Why YAKE misses COVID-19 keyword in output?

gvalchca opened this issue · 4 comments

Why would YAKE not return the COVID-19 in any of the keywords in the following example:

occupational stress and mental health among anesthetists during the COVID-19 pandemic.

with default parameters, the output looks like this:

pandemic 0.04491197687864554
occupational stress 0.04940384002065631
stress and mental 0.09700399286574239
mental health 0.09700399286574239
health among anesthetists 0.09700399286574239
occupational 0.15831692877998726
stress 0.29736558256021506
mental 0.29736558256021506
health 0.29736558256021506
anesthetists 0.29736558256021506

Hi @gvalchca
This is current a limitation. It does not handle well enough tokens with special characters like - nor digits.

In this case I would recommend normalising all COVID-19 mentions to simply COVID and it will work just fine.

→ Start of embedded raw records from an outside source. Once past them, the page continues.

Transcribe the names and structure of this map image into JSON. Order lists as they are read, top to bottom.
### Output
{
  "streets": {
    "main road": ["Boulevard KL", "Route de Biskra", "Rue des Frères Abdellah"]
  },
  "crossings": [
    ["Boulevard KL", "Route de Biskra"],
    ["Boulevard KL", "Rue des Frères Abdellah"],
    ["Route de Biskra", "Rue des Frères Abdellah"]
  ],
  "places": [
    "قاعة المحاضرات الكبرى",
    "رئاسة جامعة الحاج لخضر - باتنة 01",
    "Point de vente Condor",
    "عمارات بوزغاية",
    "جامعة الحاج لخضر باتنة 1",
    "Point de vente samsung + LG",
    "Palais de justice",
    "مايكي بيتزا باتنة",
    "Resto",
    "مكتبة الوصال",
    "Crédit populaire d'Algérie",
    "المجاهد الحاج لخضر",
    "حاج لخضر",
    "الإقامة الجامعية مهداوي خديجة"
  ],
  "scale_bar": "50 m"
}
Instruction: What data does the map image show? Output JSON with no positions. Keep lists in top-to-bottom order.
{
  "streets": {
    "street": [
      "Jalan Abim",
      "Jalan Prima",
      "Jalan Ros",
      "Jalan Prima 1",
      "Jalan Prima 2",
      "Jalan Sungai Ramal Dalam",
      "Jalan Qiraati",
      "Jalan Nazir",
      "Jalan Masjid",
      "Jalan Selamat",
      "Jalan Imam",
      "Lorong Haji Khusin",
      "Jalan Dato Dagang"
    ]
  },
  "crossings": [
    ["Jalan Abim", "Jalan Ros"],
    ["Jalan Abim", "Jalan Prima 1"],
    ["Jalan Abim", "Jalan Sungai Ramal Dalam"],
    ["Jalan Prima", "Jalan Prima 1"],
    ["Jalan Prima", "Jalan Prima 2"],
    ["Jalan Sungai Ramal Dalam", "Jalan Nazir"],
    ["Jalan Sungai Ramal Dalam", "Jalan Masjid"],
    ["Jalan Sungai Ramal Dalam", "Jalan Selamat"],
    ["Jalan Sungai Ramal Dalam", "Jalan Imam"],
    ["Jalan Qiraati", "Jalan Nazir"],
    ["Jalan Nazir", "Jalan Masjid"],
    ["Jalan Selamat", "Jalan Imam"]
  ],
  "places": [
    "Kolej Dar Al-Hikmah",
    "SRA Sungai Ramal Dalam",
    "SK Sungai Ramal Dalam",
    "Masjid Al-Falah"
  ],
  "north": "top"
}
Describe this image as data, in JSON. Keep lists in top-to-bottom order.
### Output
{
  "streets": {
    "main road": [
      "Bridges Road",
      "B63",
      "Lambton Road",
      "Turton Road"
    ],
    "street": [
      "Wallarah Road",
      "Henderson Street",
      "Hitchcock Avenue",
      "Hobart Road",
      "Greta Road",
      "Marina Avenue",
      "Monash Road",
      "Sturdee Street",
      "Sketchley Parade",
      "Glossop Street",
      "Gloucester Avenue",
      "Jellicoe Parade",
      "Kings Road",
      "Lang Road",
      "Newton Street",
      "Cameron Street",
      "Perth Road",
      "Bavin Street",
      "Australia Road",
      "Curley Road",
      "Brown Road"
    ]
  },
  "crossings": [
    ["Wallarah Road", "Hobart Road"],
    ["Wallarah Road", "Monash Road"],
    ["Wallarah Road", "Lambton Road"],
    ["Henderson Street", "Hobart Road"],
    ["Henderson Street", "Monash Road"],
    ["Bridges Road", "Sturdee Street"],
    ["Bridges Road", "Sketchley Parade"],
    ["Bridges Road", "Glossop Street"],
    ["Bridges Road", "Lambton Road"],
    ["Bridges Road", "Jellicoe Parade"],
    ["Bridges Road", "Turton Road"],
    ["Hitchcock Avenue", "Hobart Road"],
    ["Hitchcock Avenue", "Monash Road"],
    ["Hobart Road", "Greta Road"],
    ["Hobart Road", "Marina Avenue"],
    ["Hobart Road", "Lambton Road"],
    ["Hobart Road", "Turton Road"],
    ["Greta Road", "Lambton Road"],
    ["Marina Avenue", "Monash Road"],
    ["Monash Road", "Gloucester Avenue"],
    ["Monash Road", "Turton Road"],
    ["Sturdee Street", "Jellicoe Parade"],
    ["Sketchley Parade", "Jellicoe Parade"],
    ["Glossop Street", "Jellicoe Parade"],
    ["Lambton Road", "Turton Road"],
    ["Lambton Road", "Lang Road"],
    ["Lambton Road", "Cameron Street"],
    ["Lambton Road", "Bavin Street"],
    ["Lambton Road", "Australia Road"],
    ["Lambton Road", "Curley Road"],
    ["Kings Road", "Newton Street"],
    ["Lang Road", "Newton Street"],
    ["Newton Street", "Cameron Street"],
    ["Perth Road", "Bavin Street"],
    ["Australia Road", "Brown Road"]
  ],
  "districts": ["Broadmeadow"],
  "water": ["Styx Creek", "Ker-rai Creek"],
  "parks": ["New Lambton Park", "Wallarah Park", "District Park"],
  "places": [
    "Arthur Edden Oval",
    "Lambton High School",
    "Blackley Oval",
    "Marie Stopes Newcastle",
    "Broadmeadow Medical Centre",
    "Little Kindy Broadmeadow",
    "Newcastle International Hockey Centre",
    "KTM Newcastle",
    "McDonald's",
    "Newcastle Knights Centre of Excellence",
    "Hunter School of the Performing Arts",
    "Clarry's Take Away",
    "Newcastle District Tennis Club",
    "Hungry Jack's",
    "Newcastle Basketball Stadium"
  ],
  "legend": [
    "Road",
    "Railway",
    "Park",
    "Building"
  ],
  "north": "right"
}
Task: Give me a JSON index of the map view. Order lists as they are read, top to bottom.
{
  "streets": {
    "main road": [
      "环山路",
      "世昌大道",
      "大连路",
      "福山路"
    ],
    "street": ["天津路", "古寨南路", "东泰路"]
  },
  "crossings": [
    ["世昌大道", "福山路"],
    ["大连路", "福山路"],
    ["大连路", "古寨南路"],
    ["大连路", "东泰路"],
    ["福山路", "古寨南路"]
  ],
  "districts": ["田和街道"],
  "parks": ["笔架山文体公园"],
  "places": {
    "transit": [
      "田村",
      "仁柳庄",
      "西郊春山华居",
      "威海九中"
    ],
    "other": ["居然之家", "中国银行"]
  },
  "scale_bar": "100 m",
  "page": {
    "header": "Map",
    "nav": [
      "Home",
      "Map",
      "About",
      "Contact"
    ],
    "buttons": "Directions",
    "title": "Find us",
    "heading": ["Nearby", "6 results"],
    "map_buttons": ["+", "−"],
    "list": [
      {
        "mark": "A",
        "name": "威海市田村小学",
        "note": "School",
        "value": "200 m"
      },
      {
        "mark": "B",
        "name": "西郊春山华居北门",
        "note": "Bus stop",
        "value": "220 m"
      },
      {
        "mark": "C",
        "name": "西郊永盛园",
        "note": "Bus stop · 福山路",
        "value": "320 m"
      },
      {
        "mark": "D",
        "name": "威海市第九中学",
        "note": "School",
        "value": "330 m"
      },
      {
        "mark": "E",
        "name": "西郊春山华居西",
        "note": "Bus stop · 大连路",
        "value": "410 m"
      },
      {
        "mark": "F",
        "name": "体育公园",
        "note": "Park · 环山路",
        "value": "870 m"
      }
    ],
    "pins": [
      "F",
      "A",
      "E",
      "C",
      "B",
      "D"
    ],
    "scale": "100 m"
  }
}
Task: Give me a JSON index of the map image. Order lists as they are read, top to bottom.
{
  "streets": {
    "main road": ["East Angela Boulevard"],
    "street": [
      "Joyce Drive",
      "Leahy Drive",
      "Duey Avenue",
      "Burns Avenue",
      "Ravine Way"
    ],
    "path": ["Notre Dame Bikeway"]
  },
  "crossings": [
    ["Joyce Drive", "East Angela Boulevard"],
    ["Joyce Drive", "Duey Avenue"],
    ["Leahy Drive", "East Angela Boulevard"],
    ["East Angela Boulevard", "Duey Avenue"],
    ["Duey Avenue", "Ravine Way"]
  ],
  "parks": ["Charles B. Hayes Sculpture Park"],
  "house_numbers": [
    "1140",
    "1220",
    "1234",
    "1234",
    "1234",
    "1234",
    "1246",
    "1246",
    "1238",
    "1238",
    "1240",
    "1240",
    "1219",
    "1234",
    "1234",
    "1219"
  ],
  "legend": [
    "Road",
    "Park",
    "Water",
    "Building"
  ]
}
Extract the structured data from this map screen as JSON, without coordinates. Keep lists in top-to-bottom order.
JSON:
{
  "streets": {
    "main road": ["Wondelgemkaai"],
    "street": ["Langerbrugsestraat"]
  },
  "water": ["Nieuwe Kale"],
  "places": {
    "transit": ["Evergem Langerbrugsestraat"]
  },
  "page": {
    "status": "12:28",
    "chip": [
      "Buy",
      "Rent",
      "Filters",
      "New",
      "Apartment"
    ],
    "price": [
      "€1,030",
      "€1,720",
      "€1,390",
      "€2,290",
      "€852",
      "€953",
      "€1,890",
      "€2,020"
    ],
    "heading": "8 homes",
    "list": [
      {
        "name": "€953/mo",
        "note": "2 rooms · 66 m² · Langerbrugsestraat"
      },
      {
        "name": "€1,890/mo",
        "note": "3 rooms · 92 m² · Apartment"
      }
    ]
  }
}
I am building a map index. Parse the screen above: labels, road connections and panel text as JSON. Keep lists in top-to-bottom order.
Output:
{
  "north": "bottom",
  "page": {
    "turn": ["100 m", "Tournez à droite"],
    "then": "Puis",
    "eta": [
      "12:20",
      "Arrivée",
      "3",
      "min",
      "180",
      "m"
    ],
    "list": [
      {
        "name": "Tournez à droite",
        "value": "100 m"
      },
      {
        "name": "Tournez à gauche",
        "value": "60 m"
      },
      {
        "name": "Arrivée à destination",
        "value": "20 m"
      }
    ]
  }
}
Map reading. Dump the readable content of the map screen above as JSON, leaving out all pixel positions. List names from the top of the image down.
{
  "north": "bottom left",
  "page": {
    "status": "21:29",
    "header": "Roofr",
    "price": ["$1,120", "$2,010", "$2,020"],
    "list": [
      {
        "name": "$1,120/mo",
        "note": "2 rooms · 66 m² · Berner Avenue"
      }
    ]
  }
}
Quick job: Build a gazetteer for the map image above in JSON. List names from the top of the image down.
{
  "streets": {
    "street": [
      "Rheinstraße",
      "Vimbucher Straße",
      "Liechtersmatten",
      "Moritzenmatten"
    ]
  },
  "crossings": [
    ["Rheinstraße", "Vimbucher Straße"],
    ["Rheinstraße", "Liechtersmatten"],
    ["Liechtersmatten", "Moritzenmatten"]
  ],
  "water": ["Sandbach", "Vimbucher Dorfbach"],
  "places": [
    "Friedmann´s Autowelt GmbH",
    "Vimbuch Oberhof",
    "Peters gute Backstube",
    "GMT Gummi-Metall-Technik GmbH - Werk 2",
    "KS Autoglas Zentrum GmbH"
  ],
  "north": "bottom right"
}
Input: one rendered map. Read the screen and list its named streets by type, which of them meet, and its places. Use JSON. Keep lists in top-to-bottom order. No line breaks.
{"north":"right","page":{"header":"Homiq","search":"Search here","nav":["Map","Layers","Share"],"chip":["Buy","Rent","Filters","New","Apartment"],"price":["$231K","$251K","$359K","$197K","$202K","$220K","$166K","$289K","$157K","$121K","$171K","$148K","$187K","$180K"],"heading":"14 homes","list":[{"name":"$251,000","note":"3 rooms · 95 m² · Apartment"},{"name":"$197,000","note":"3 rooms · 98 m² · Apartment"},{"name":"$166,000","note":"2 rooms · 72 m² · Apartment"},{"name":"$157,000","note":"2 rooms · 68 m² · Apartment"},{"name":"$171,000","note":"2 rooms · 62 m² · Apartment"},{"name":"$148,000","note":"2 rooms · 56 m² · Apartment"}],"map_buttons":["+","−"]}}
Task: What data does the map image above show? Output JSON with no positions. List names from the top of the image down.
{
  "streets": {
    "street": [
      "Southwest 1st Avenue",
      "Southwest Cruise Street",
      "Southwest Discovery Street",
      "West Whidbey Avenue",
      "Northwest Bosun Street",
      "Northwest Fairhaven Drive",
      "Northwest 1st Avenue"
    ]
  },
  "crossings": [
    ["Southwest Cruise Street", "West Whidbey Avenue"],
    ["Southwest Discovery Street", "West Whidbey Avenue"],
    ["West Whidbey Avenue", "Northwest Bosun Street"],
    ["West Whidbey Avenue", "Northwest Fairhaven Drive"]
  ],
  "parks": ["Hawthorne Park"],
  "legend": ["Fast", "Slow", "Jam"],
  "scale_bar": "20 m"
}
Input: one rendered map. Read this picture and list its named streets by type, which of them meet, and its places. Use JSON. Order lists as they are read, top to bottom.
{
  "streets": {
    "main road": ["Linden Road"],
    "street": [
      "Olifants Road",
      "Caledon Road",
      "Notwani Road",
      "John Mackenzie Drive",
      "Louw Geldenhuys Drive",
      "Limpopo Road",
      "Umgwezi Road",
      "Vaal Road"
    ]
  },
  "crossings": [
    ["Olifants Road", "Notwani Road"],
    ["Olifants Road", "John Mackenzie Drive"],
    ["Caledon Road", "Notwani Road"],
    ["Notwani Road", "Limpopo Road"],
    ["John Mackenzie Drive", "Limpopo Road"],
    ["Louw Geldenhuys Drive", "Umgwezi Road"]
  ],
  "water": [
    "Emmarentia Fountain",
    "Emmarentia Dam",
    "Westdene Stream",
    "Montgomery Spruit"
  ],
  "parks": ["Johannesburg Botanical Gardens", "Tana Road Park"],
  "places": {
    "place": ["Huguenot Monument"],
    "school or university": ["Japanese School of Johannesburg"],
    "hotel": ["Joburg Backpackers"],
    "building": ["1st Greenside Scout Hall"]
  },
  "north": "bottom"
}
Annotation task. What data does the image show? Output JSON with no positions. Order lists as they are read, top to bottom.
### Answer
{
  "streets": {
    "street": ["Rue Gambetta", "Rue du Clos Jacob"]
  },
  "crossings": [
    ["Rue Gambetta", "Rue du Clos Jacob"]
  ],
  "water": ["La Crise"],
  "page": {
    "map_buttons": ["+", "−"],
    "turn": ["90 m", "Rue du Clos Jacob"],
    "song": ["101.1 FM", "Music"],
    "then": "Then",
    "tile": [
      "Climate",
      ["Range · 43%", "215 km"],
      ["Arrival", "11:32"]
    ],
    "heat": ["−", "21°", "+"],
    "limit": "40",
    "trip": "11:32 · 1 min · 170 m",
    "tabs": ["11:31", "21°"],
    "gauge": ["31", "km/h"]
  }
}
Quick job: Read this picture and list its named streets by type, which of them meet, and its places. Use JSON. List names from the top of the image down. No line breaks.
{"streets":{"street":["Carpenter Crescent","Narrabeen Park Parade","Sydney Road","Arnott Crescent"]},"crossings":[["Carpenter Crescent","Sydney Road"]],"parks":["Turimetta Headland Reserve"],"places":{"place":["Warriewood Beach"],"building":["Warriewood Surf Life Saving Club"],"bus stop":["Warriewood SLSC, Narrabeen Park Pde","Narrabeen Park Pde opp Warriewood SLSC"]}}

Ideally we should improve the algorithm to manage this better. If you have ideas, please send us a PR :)

Related issue and explanation by @rncampos here

Hi @gvalchca
This is not exposed by the API but you could play with DataCore's tagsToDiscard parameter. By default it ignores digits.

Further explanation can be found here

Hey, thanks for your answer and sorry to have duplicated the thread. However, the solution would not work for me cause in biology/medicine there are plenty of those abbreviations with meaningful numbers (e.g. IL2, IL6).